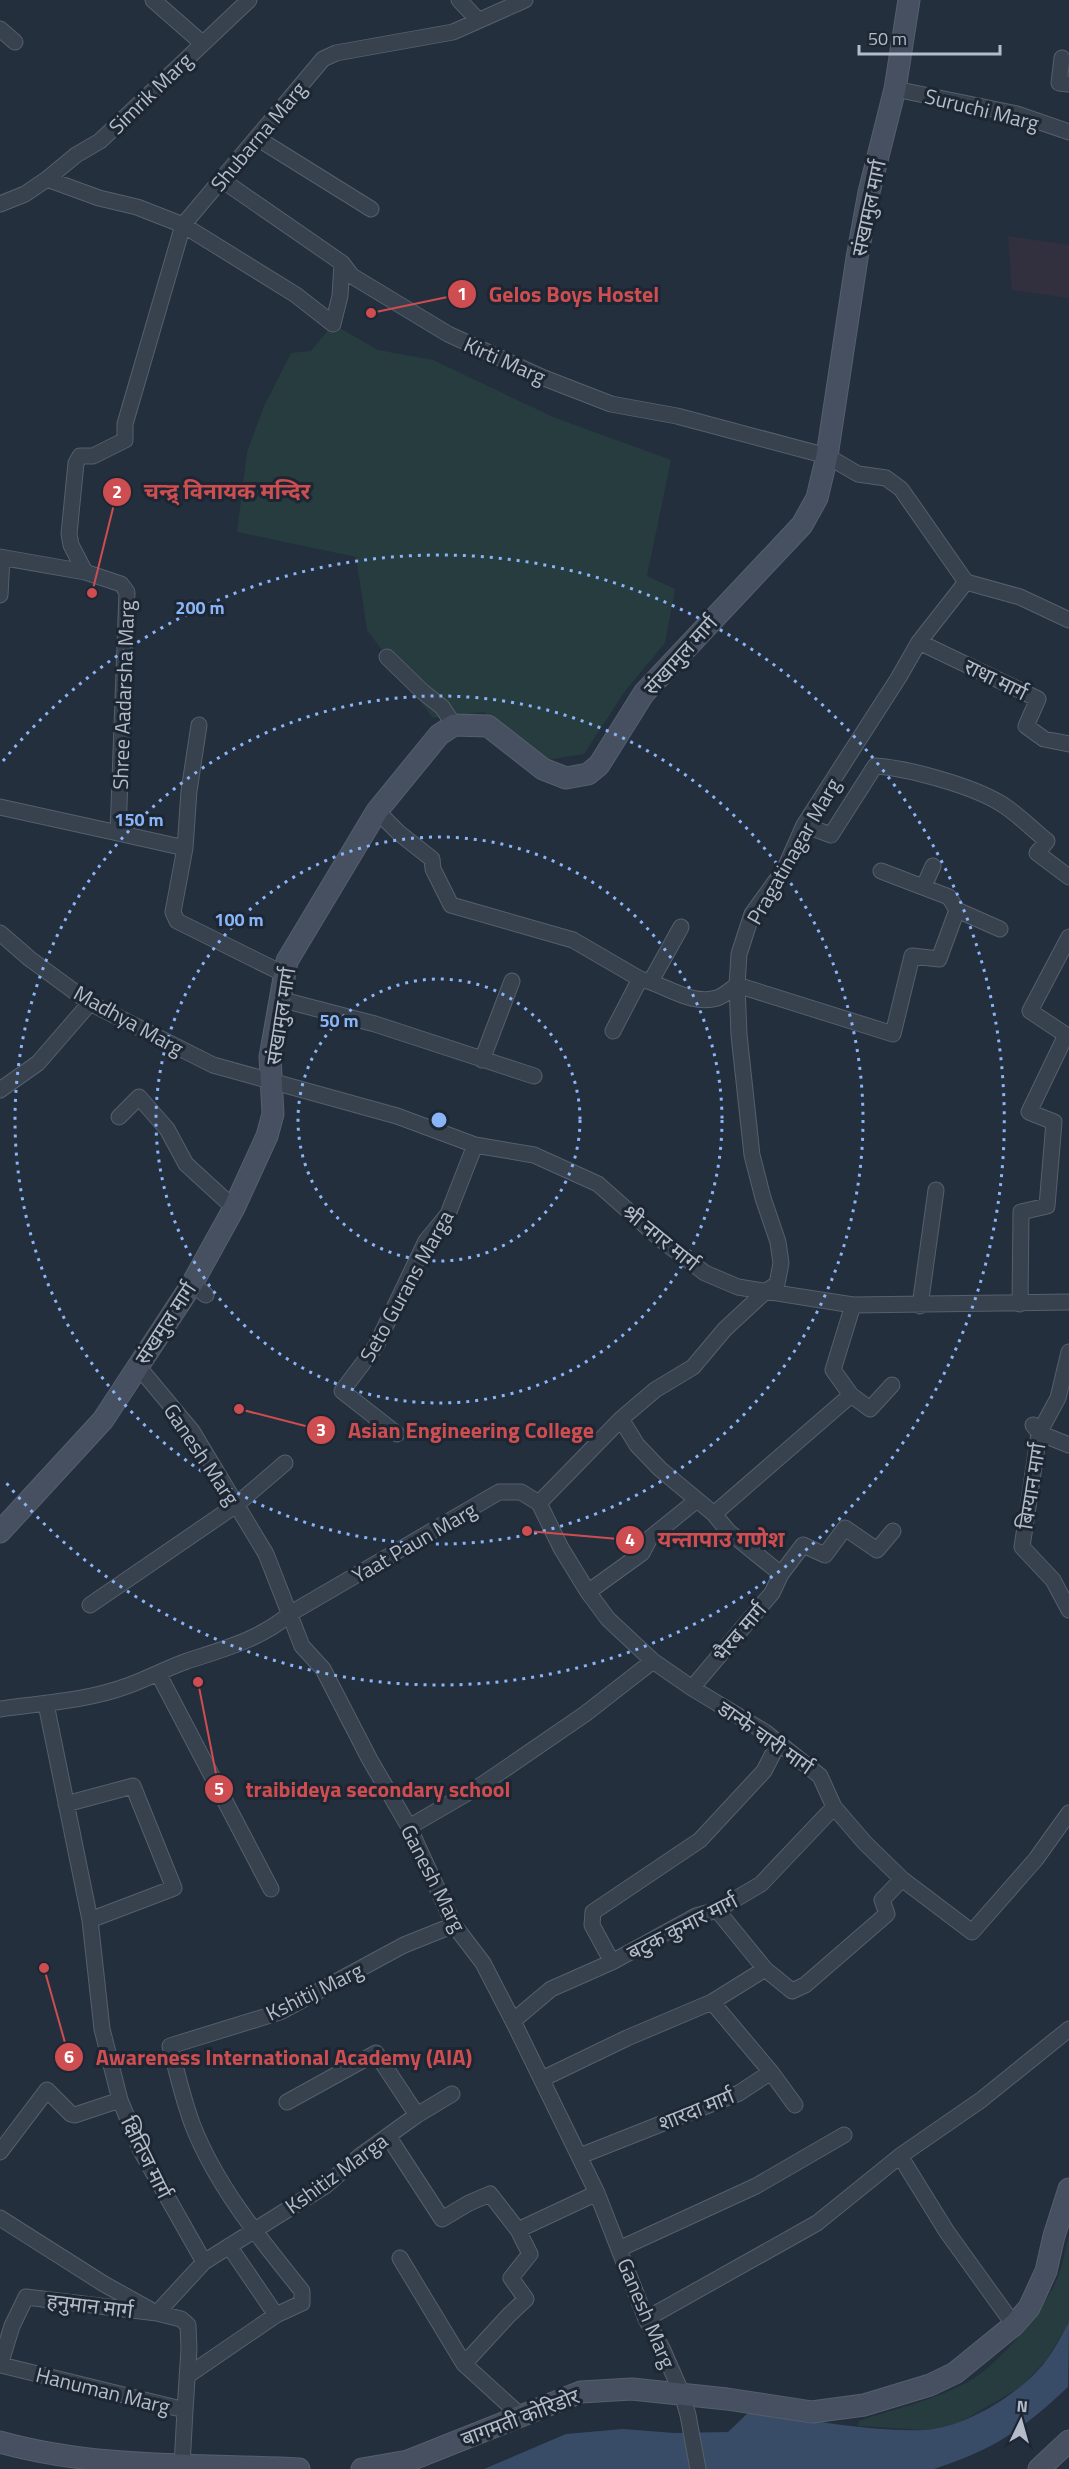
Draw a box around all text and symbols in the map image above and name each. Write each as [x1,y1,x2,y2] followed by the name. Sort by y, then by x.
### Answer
[859,18,1000,56] scale bar
[868,25,907,52] text: 50 m
[101,44,199,141] street label: Simrik Marg
[202,74,314,198] street label: Shubarna Marg
[922,79,1043,139] street label: Suruchi Marg
[842,156,894,259] street label: संखामुल मार्ग
[447,274,671,314] callout: Gelos Boys Hostel
[489,277,659,311] text: Gelos Boys Hostel
[457,280,467,307] text: 1
[459,328,551,392] street label: Kirti Marg
[102,472,322,512] callout: चन्द्र् विनायक मन्दिर
[144,474,312,508] text: चन्द्र् विनायक मन्दिर
[112,478,122,505] text: 2
[175,594,225,621] text: 200 m
[104,599,142,790] street label: Shree Aadarsha Marg
[635,607,725,702] street label: संखामुल मार्ग
[959,650,1034,709] street label: राधा मार्ग
[738,772,848,930] street label: Pragatinagar Marg
[114,806,164,833] text: 150 m
[214,906,264,933] text: 100 m
[257,964,304,1067] street label: संखामुल मार्ग
[68,977,190,1064] street label: Madhya Marg
[319,1007,359,1034] text: 50 m
[429,1110,449,1130] centre of rings
[615,1196,708,1279] street label: श्री नगर मार्ग
[351,1204,461,1368] street label: Seto Gurans Marga
[126,1274,204,1371] street label: संखमुल मार्ग
[156,1397,248,1512] street label: Ganesh Marg
[306,1410,606,1450] callout: Asian Engineering College
[348,1413,594,1447] text: Asian Engineering College
[316,1416,326,1443] text: 3
[1008,1439,1054,1531] street label: बिग्यान मार्ग
[346,1493,482,1591] street label: Yaat Paun Marg
[615,1520,796,1560] callout: यन्तापाउ गणेश
[658,1522,785,1556] text: यन्तापाउ गणेश
[625,1526,635,1553] text: 4
[704,1594,774,1669] street label: भैरब मार्ग
[711,1692,821,1782] street label: डान्फे चारी मार्ग
[204,1769,523,1809] callout: traibideya secondary school
[245,1772,511,1806] text: traibideya secondary school
[214,1775,224,1802] text: 5
[393,1819,475,1938] street label: Ganesh Marg
[621,1884,744,1968] street label: बटुक कुमार मार्ग
[260,1954,368,2028] street label: Kshitij Marg
[54,2037,484,2077] callout: Awareness International Academy (AIA)
[96,2040,472,2074] text: Awareness International Academy (AIA)
[64,2043,74,2070] text: 6
[653,2079,740,2139] street label: शारदा मार्ग
[113,2110,181,2205] street label: क्षितिज मार्ग
[278,2124,394,2221] street label: Kshitiz Marga
[609,2253,685,2373] street label: Ganesh Marg
[45,2284,136,2326] street label: हनुमान मार्ग
[33,2358,174,2422] street label: Hanuman Marg
[456,2380,584,2454] street label: बागमती कोरिडोर
[991,2391,1051,2451] north arrow
[1016,2394,1029,2418] text: N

┄┄┄┄┄┄┄┄┄┄┄┄┄┄┄┄┄┄┄┄

▸ ACTIVITY
If the string "Engineering" is in a line of the entries, pick that line out.

▸ SOLUTION FOR THIS PROBLEM
[306,1410,606,1450] callout: Asian Engineering College
[348,1413,594,1447] text: Asian Engineering College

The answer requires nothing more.